At least from an economic standpoint, the uncertainty which accompanied Trump’s surprise election has gradually abated.
The International Monetary Fund (IMF) expects the U.S. economy to grow 2.3% in 2017, and 2.5% in 2018 … higher than its previous forecasts.
Other economic metrics support favorable growth forecasts. Inflation stands at just over The Federal Reserve’s target (2% per year), and crude oil prices are stabilizing. December housing starts jumped 11.3% to an annual pace of 1.23 million homes … for the year, housing starts rose 5.7%, the second-highest annual pace since 2008. Existing home sales rose 4.0% in 2016, and the supply of existing homes is now at a 17-year low.
The housing market should remain strong as long as interest rates remain relatively low.
On the negative side, not all sectors have a rosy outlook, and there are other areas of concern.
Several sectors rallied following the election, including multinational corporations in financials, industrials, and materials. These sectors have been characterized by lackluster or negative earnings and sales growth. Investors need to be wary about these sectors, and will have to work hard to extract the few diamonds from the mass of overvalued companies.
The strength of the U.S. Dollar over the last three years has cut into the bottom line of most U.S. companies doing significant business overseas. Even with the pullback in the Dollar this week, the stocks of the aforementioned financials, industrials, and materials are likely to be hurt as investors see that these companies don’t have the fundamentals to support the year-end surge.
There are serious concerns that the Trump controversies in non-economic areas could easily disrupt the financial world.

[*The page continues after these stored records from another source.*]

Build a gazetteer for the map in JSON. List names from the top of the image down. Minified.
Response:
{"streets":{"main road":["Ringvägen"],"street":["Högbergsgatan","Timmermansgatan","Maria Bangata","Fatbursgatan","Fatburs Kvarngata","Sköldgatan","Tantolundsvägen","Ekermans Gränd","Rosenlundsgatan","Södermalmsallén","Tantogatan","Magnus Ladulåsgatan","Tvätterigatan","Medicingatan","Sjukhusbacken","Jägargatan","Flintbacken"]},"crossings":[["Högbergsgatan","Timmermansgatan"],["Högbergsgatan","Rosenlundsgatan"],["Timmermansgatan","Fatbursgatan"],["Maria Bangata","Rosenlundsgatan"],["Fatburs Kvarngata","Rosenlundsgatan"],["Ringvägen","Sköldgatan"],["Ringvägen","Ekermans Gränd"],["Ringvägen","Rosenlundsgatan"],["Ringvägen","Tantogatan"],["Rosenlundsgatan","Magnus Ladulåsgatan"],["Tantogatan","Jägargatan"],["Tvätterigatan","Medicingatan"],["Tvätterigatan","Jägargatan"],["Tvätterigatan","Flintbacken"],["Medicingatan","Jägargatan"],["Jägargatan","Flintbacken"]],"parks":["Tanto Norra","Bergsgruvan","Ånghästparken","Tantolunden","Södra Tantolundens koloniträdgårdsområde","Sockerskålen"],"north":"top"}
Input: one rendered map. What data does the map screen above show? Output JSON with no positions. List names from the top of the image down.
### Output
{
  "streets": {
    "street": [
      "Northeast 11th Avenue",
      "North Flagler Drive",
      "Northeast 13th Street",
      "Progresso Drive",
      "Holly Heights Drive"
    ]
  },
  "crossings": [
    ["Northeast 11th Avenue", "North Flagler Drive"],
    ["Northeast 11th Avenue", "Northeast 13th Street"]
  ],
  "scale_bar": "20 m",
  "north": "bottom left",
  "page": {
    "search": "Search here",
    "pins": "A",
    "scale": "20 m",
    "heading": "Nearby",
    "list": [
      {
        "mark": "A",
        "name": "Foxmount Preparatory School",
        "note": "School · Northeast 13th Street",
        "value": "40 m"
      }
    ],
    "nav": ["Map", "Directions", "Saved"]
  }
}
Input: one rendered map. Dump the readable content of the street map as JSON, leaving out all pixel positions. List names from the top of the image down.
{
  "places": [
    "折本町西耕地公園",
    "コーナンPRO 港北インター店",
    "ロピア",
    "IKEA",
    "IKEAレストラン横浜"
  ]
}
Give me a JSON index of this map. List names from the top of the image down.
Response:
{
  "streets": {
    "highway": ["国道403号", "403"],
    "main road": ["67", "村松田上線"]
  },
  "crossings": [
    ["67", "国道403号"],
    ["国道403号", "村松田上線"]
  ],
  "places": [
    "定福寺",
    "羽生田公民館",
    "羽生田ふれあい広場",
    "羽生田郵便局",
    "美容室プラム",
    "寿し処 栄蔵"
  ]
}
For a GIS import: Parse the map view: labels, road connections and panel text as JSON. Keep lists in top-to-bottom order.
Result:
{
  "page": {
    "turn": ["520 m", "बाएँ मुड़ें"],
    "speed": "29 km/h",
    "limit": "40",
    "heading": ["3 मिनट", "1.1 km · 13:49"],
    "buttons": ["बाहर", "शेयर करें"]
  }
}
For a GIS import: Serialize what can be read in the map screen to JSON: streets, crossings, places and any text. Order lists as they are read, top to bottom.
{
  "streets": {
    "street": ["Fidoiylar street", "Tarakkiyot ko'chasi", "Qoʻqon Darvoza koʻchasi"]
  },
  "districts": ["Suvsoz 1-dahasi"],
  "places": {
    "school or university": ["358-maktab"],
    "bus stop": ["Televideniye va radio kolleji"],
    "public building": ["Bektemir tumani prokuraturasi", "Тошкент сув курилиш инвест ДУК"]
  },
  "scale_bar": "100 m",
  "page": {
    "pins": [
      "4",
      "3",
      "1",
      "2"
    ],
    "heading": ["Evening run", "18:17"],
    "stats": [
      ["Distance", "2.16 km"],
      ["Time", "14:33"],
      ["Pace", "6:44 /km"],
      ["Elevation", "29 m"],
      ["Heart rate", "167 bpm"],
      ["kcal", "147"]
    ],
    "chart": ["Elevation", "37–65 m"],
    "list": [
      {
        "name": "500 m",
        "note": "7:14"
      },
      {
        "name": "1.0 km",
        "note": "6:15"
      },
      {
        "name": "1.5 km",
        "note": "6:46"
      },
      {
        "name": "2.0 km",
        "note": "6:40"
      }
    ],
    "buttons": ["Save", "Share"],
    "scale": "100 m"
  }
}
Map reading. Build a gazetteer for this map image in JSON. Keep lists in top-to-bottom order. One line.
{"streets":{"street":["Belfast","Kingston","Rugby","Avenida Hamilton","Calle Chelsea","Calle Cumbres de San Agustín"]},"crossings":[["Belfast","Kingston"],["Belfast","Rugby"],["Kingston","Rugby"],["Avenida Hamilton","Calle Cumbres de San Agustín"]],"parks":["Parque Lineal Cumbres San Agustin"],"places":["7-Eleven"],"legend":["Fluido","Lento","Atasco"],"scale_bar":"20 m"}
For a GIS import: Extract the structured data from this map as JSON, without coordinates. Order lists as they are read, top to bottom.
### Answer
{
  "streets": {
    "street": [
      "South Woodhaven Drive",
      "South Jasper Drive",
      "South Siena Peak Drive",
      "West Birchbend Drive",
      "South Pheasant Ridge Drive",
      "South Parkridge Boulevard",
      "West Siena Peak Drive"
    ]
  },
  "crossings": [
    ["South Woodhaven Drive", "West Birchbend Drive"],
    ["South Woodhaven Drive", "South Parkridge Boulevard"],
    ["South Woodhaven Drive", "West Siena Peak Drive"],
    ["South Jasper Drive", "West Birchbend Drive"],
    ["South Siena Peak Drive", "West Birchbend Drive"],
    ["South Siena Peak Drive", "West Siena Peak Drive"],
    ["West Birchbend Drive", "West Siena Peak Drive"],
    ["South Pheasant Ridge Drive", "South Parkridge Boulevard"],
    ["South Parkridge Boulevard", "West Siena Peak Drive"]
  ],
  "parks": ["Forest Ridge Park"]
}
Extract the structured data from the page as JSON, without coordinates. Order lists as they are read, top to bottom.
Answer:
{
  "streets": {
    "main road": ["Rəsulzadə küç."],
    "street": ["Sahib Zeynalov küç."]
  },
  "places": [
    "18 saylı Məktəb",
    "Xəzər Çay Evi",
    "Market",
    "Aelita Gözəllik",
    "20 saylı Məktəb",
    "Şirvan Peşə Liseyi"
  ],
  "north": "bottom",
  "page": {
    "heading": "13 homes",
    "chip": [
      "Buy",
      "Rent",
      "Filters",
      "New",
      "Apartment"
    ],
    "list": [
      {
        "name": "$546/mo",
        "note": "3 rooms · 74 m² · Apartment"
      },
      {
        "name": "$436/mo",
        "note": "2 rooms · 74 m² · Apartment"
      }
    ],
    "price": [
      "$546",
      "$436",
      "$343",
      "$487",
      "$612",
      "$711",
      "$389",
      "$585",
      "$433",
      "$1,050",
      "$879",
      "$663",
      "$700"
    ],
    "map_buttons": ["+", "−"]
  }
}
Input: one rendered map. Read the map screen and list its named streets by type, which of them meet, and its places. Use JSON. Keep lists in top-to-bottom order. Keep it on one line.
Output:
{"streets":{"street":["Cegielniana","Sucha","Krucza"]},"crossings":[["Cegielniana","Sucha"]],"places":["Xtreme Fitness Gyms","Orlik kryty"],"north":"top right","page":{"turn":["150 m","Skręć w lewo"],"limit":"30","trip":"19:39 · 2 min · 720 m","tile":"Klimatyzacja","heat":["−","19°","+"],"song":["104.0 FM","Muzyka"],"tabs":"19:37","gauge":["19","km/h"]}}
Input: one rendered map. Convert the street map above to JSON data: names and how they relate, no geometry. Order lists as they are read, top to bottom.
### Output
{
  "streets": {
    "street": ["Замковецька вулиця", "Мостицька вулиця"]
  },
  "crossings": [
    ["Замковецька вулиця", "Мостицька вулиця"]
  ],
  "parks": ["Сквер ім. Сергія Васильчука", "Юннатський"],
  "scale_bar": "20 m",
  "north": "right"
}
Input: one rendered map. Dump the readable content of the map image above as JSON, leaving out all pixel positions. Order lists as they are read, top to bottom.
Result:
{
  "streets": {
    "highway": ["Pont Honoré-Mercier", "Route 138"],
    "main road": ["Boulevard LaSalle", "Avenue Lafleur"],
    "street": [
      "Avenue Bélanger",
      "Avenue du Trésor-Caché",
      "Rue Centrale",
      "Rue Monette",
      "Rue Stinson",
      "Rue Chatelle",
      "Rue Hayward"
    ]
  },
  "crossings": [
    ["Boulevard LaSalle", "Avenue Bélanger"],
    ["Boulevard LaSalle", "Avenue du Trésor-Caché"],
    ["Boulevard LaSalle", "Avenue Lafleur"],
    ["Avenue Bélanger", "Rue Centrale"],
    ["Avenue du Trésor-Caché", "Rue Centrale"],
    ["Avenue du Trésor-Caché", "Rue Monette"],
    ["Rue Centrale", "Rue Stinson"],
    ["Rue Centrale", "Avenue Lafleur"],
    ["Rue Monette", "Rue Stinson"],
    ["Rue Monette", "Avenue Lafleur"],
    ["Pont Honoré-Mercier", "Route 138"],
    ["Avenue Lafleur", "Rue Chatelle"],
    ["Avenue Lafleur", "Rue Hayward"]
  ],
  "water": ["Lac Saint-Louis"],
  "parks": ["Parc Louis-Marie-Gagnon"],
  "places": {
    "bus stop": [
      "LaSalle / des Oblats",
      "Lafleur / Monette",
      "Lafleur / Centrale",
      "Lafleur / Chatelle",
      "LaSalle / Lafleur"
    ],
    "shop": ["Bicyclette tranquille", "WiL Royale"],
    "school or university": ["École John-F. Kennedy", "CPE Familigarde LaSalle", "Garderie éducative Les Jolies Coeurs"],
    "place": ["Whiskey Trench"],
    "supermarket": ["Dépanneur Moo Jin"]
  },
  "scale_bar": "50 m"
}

Both Chancellor Angela Merkel of Germany and China’s President Xi Jinping have openly warned the U.S. against pursuing protectionist policies. Clearly, big exporters like China and Germany want to protect their current trade surpluses
Trump’s aggressive first ten days in office have created more uncertainties which have halted the rise in interest rates and Treasury yields (now 2.48% on the 10-year).
Analysts have downgraded some multinationals, such as Coca-Cola (KO) and Procter & Gamble (PG), which were both downgraded to a “sell” rating by Goldman Sachs. We would expect downgrades of most multinationals in the coming weeks.
Then there is the daily barrage of extreme nonsense from the White House which is likely to put investors and business owners in a state of unease going forward.
For example, is the U.S. going to build a multi-billion Dollar wall at the Mexican border? The Mexican government claims that it won’t pay for such a thing, so the Administration put out a plan involving a border tax, which would ultimately put the American consumer on the hook for the cost.
From a Republican retreat which brought together the President and
Congressional Republicans, The Wall Street Journal reported that the executive and legislative branches “struggle to understand each other.”
The downside of such spectacles is that they can quickly erode the confidence of Corporate America … will business owners go forward to hire more workers and expand their businesses in such an environment?
By the way, a major impediment to economic growth could occur in March when the Congress and President have to seriously consider raising the Debt Ceiling … that promises to be a donnybrook for the ages!
The bottom line is that the economy is looking up, at least for certain stocks in certain sectors, but there is a high probability of confusion and controversy in the next 90 days. It is a stock picker’s market, so we’ll use a good deal of digital ink in the next few issues to discuss the areas where opportunities lie in the immediate future.